BREVE STORIA DEGLI ALBANESI IN ITALIA di Mario Martino - Indigeni dell'Epiro, abitanti di quella regione che anticamente era l'Illiria greca, ossia l'antica Macedonia che si estendeva tra il fiume Drilo e i monti Acrocerauni fino ad Arta, gli Albanesi conservarono da sempre costumanza e lingua autoctona[MORE]Infatti Quinto Curzio e Platone ci assicurano che essi parlavano la lingua macedone, che erano per l'appunto, l'Illirica, l'Epirotica, l'Albanese.
Gli albanesi possono gloriarsi di aver avuto tra i loro progenitori Achille, Alessandro e (un) Pirro, della cui progenie, l'ultima, la pronipote Deidamia, governò per molto tempo quella regione.
Estinta la stirpe di Pirro con la morte di Deidamia, la Macedonia passò sotto il dominio romano di Paolo Emilio, divenendo così una regione libera di autodeterminarsi con proprie leggi e con propri regnanti, ma, di fatto, soggiogata dai predatori delle zone circostanti.
Quel tratto di territorio che si estendeva dalla Serbia sino alla Dalmazia, che un tempo si chiamava Nuovo Epiro, ebbe per sovrano Costantino Castriota Mesereco, padre del suo successore Giorgio, a sua volta avo di Giovanni, detto il Gran Scanderbeg.
Questo Giovanni, dopo aver riportate 23 vittorie contro le potenze belliche di Amurat Secondo e Maumet Secondo, e dopo aver riconquistato il regno dei suoi avi all'usurpatrice potenza ottomana, governò questo popolo che conobbe così un'epoca di pace e di sicurezza.
Ma quando Giovanni morì nell'anno 1467, Maumet Secondo ritornò con successo alla riconquista cruenta dell'Albania.
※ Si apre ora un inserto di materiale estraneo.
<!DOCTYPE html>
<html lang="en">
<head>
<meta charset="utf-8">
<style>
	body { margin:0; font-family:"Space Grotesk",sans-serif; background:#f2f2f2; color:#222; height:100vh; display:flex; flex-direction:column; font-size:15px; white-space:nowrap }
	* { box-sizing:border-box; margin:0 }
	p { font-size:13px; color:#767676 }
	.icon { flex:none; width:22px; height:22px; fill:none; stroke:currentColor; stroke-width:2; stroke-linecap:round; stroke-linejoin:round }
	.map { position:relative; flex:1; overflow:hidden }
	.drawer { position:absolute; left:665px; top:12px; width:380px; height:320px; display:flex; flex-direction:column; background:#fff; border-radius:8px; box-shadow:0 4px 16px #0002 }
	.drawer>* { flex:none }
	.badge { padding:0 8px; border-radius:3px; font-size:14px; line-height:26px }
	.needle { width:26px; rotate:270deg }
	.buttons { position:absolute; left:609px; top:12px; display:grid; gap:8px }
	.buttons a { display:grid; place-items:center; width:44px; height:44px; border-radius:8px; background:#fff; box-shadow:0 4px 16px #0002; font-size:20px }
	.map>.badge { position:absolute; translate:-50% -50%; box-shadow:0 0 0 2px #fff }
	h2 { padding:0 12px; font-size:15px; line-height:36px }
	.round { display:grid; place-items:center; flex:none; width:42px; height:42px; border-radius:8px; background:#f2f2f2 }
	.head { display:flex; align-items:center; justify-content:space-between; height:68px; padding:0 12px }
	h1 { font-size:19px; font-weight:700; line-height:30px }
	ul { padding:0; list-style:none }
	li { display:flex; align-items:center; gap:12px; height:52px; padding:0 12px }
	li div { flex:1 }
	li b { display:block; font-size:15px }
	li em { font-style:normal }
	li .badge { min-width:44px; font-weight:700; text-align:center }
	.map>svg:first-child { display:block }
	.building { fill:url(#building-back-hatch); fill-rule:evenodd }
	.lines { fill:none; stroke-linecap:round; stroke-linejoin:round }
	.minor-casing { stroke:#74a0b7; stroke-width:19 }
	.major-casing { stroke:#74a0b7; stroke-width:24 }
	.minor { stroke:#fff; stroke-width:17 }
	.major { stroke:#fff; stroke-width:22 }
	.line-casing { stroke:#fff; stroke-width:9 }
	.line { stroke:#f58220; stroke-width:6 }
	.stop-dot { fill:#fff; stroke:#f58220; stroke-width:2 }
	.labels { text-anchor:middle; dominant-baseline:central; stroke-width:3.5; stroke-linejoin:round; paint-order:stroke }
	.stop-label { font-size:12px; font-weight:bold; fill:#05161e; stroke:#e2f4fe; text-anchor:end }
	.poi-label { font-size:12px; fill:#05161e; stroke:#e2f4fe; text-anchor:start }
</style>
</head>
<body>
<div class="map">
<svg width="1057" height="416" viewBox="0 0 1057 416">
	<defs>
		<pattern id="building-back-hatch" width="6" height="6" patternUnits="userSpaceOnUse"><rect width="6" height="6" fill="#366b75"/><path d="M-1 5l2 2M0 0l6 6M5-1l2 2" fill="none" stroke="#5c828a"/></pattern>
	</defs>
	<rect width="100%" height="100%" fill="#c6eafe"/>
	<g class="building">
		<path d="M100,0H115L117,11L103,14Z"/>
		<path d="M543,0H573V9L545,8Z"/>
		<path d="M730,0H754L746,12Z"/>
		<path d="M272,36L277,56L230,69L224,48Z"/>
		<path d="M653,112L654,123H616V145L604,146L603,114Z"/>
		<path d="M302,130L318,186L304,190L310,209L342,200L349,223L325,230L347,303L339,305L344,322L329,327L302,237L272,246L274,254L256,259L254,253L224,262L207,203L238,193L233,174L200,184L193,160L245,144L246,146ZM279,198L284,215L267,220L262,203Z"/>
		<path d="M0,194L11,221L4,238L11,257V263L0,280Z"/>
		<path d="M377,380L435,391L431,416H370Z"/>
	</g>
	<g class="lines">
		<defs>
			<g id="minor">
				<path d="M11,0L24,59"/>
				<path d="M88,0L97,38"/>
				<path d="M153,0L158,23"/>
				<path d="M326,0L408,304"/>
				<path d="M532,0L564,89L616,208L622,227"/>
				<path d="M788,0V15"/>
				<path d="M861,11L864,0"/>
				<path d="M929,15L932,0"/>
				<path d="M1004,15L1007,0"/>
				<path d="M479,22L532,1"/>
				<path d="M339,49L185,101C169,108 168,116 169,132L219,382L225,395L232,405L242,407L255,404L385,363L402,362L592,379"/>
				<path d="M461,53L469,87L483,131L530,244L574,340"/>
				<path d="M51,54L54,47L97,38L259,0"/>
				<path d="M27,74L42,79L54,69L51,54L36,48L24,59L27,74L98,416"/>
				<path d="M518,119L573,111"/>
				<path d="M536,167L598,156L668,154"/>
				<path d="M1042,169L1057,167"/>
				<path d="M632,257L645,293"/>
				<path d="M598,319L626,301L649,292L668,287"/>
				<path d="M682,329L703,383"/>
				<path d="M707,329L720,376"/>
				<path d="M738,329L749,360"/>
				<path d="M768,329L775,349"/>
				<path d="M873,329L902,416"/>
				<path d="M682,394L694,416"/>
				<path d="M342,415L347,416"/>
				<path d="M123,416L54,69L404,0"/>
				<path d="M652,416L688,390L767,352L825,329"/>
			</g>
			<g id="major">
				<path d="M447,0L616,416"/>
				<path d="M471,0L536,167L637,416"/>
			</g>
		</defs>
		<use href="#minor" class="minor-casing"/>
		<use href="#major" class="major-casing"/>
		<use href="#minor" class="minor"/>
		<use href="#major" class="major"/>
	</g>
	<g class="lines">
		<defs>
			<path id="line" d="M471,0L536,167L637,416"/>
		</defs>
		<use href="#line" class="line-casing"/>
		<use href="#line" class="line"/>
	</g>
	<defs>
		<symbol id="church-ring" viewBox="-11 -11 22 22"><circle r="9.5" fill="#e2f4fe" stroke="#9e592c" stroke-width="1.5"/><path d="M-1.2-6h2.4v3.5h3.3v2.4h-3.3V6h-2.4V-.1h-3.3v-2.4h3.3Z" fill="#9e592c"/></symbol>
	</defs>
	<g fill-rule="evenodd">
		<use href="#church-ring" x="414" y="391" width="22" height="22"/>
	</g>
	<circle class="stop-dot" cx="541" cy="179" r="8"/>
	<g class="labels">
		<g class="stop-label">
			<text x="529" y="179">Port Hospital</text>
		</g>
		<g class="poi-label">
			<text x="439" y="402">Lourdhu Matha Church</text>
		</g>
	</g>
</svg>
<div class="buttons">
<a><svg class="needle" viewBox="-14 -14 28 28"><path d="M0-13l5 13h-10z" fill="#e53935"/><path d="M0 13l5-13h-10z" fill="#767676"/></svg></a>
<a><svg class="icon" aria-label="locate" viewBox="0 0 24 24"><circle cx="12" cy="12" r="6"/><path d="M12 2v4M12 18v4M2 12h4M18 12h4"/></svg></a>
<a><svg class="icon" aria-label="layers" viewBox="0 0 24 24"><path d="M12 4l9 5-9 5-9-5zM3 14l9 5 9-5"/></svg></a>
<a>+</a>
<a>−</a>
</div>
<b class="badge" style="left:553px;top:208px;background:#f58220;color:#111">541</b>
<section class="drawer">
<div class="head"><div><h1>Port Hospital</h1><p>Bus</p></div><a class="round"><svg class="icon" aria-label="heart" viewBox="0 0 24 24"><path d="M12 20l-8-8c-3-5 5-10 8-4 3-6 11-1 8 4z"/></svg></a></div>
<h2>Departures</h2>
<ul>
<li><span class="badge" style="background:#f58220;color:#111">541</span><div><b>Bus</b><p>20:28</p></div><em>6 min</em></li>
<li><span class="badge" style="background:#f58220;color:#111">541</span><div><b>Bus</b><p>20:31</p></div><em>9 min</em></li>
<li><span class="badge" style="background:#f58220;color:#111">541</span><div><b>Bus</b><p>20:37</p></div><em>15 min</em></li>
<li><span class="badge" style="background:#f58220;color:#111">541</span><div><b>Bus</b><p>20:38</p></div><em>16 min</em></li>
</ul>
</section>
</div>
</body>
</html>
In questo periodo, tantissimi albanesi, per non essere sottoposti alla rabbia feroce dell'invasore, cercarono riparo nel Regno di Napoli, che a quell'epoca era sotto il dominio di Ferdinando Primo.
Dopo questo primo epocale esodo di massa verso l'ovest europeo, ne seguirono altre tre: la prima sotto Carlo V, una seconda sotto Filippo IV e la terza durante il regno di Carlo di Borbone.
In questi tre diversi contesti storici gli albanesi fondarono comunità e piccoli centri divenuti poi veri e propri paesi in diverse zone dell'Italia Meridionale, le cui storie, talvolta frammiste a leggenda, furono trattate (anche in passato diverso e in diverse epoche) da moltissimi letterati, ricercatori e cronisti tra i quali Barletto ("De vita moribus, ac rebus gesti Scanderbeg"), Biennià ("Istoria di Scanderbeg"), Moreri ("Gran Dizionario Istorico, articolo Scanderbeg"), Rodotà ("Del rito greco in Italia"), Masci ("Discorso sull'origine degli Albanesi"), e altri.
Ma non soltanto: il primo e più importante riferimento letterario (che dovrebbe stimolare di più gli storici e gli umanisti ad un interesse più gratificante e più ossequioso nei riguardi di queste popolazioni) è l'Iliade di Omero.
Infatti, nella sua opera, il grande cantore, dedica pochi ma mirabili e affascinanti versi con i quali esprime la gioiosità della danza zamica degli antichi albanesi.
Infatti il grande Omero recita (traduzione del Monti):
"...Delle tende al chiaro
Per le contrade ne venian condotte
Al talamo le spose, e Imene Imene
Con molti s'intonavan inni festivi:
Menan carole i giovinetti 'n giro,
Da' flauti accompagnati e dalle cetre,
Mentre le donne sulla soglia ritte
Stan, la pompa a guardar meravigliose".
Da ciò ne deriva che, oltre alla particolare attenzione sulla sacralità culturale delle costumanze albanesi, non solo per motivi culturali, storici e sociali, ma anche per conoscere più profondamente le caratterialità tipiche calabresi, è necessario che coloro i quali, al dì d'oggi, sono i referenti politici, economici e imprenditoriali della nostra regione, si facciano promotori, nelle scuole, nelle piazze dei paesi, nell'imprenditoria turistica, di tutte quelle proposte culturali che questo magnifico mondo albanese offre ai popoli magnogrecanici, nel conservare tradizioni e costumi pregni di bellezza e indelebili segni nella storia delle civiltà mediterranee.